Bolognese Ragout or Ragù, we mean a minced beef and pork meat sauce with the addition of Pancetta, cooked slowly over low heat at least for 3 hours in tomato sauce. It’s perfect for tagliatelle, gnocchi or lasagna, but also on its own: dip a fresh slice of bread in it or use it to clean up the plate – it’s called ‘scarpetta’, literally ‘little shoe’, one of those small treats to be treasured.
Each family has its own lore and recipe for a good Bolognese Ragout – but rest assured, no Italian grandma would ever put cream into it. Simple whole milk will do the trick and give you a smooth sauce.
The traditional recipe for the bolognese ragout, which you will find below, has been filed at the Chamber of Commerce of Bologna on the 17th October, 1982.
Serves: 4 | Preparation time: 30 mins | Cooking time: 3 to 4 hours
- Minced beef: 250 g
- Minced pork: 150 g
- Unsmoked Pancetta (Pork belly) : 100 g
- Carrots: 1
- Celery: 1 stalk
- Onions: 1
- Meat broth: 250 ml
- Tomato Sauce: 500 ml
- Tomato Paste: 2 tablespoons
- White or Red wine, a glass
- Milk, whole: a glass
- Extra virgin olive oil (EVOO): 2 tbsp
- Unsalted butter: 20 g
- Salt and pepper: to taste
Tip: Traditionally, this ragout has been prepared into earthenware pots – but a normal pot will work just as well.

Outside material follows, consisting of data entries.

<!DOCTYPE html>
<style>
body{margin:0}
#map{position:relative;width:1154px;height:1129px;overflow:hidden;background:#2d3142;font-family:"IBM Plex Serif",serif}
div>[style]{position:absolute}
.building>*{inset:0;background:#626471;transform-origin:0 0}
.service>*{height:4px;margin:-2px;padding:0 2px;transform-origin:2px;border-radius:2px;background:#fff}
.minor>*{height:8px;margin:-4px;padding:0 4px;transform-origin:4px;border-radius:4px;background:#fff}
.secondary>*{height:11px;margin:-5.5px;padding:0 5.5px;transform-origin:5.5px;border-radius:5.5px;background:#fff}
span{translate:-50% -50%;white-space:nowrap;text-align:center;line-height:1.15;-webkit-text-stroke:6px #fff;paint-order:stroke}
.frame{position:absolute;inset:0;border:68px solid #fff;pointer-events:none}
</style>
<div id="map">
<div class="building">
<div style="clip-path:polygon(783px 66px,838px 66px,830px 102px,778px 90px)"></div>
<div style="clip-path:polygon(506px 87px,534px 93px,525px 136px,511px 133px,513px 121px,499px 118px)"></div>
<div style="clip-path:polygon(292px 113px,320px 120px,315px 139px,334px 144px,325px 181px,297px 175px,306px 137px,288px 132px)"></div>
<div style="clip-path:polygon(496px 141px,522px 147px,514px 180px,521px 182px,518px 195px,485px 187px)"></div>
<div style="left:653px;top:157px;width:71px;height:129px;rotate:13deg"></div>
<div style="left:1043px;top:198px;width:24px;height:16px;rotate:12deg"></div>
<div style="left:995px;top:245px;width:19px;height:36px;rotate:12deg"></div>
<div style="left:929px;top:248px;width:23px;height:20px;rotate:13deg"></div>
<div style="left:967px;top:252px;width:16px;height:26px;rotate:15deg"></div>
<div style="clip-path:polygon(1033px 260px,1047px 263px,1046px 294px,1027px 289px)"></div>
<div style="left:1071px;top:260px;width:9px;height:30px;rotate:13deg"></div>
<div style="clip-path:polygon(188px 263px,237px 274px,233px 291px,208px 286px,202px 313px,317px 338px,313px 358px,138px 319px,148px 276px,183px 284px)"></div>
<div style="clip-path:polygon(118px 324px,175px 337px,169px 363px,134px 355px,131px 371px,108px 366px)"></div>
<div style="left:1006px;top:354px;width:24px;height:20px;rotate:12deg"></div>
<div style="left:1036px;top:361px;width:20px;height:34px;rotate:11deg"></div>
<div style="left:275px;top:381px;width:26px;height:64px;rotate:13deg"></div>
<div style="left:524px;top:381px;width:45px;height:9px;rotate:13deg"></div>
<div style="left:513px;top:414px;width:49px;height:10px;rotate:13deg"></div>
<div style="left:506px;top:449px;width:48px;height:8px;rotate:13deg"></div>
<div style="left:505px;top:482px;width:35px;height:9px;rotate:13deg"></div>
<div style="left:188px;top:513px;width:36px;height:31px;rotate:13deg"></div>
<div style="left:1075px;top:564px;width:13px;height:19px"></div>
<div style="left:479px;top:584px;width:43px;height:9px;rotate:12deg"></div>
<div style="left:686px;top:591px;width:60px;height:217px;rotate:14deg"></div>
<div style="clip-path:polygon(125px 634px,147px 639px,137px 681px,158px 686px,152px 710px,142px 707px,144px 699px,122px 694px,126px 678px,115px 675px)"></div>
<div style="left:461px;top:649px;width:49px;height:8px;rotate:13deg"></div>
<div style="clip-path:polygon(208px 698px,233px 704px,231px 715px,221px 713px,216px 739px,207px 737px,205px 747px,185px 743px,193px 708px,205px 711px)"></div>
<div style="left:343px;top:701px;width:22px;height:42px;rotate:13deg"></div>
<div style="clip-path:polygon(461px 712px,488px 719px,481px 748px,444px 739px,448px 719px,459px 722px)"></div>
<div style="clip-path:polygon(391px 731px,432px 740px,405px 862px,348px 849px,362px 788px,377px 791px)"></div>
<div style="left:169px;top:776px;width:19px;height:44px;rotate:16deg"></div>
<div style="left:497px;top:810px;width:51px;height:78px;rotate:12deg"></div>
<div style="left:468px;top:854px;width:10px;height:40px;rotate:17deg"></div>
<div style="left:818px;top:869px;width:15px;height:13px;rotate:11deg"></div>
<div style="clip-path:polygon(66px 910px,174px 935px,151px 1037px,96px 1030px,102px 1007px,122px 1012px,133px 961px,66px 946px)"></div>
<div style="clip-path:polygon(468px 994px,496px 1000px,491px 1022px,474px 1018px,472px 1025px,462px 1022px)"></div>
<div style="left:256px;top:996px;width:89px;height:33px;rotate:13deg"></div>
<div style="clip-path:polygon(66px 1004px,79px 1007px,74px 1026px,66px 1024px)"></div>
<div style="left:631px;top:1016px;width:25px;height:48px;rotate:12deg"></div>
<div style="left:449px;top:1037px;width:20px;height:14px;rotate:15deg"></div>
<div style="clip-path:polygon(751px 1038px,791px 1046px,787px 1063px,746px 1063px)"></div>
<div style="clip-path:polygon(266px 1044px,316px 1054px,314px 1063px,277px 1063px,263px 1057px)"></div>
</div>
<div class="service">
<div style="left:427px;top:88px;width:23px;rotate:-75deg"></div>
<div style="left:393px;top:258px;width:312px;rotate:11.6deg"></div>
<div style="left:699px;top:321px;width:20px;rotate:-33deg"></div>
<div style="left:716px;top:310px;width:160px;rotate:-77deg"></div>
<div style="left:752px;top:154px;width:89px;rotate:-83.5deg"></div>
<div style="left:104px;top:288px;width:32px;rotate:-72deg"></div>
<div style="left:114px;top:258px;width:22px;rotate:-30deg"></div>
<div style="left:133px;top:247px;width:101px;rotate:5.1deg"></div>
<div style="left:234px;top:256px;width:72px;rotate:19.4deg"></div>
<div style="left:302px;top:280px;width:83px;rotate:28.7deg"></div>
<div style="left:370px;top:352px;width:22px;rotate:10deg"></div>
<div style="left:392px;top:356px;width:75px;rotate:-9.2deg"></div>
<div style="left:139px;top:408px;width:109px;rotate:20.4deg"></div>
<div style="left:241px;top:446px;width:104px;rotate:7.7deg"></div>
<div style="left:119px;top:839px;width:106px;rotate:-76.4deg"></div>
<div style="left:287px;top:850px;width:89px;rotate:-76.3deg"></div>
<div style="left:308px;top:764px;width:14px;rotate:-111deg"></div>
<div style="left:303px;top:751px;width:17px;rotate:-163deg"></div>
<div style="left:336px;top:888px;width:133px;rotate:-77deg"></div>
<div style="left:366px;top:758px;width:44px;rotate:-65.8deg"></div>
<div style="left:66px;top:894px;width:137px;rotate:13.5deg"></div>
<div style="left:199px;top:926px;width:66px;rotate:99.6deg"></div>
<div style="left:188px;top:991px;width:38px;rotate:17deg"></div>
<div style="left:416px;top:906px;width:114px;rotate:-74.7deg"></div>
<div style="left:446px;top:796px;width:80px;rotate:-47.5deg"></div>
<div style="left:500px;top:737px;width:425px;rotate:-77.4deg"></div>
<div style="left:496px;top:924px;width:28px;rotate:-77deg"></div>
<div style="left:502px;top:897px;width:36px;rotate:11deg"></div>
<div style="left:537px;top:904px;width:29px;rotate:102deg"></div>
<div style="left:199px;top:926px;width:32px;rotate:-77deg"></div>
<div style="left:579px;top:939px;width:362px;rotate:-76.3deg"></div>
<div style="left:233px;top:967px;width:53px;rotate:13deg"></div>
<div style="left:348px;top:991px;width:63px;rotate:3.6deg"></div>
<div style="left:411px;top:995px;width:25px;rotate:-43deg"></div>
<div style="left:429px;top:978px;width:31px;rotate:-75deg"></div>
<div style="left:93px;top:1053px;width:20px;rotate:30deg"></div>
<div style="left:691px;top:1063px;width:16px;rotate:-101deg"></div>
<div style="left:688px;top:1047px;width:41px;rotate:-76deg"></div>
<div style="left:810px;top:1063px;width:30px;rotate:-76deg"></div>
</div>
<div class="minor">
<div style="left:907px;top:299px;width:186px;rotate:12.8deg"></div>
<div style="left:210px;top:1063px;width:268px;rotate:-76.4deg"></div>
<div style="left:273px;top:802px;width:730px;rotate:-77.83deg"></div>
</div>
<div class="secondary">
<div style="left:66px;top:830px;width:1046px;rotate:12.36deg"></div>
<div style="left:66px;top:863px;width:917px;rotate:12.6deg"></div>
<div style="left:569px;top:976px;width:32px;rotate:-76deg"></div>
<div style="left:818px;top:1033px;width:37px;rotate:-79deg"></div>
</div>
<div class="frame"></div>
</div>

Start making soffritto: finely chop the carrots, celery and onions. Set aside. Dice pancetta. Heat up 2 tbsp of Evoo and butter in a pot, add soffritto and stir-fry for about 10 minutes, stirring them constantly to make sure they don’t burn. Add pancetta and cook for a further 5 minutes umtil crisp. Add both beef and pork minced meat and cook for another 10 mins or until the meat has dried out.
Turn up the heat, pour in the wine and leave it to simmer over high heat until the wine has completely evaporated.
Tip: Make sure to turn up the heat, or the wine will take too long to evaporate and its taste will overpower the meat’s.
Turn down the heat, add the tomato sauce along with tomato paste, stirring with a wooden spoon to amalgamate. Bring to the boil, cover partially with a lid, stirring from time to time and whilst the sauce is still cooking, pour in the milk and season with salt and black pepper to taste. Cook for at least 3 hours or even 4.
Tip: Some people like to add the milk only at the end of cooking once the sauce is removed from the stove. Try it out in both versions and choose what you prefer!
You can prepare this ragout in advance and then warm it up when needed. Keep it in the fridge, covered with clingfilm, for a maximum of 3 days.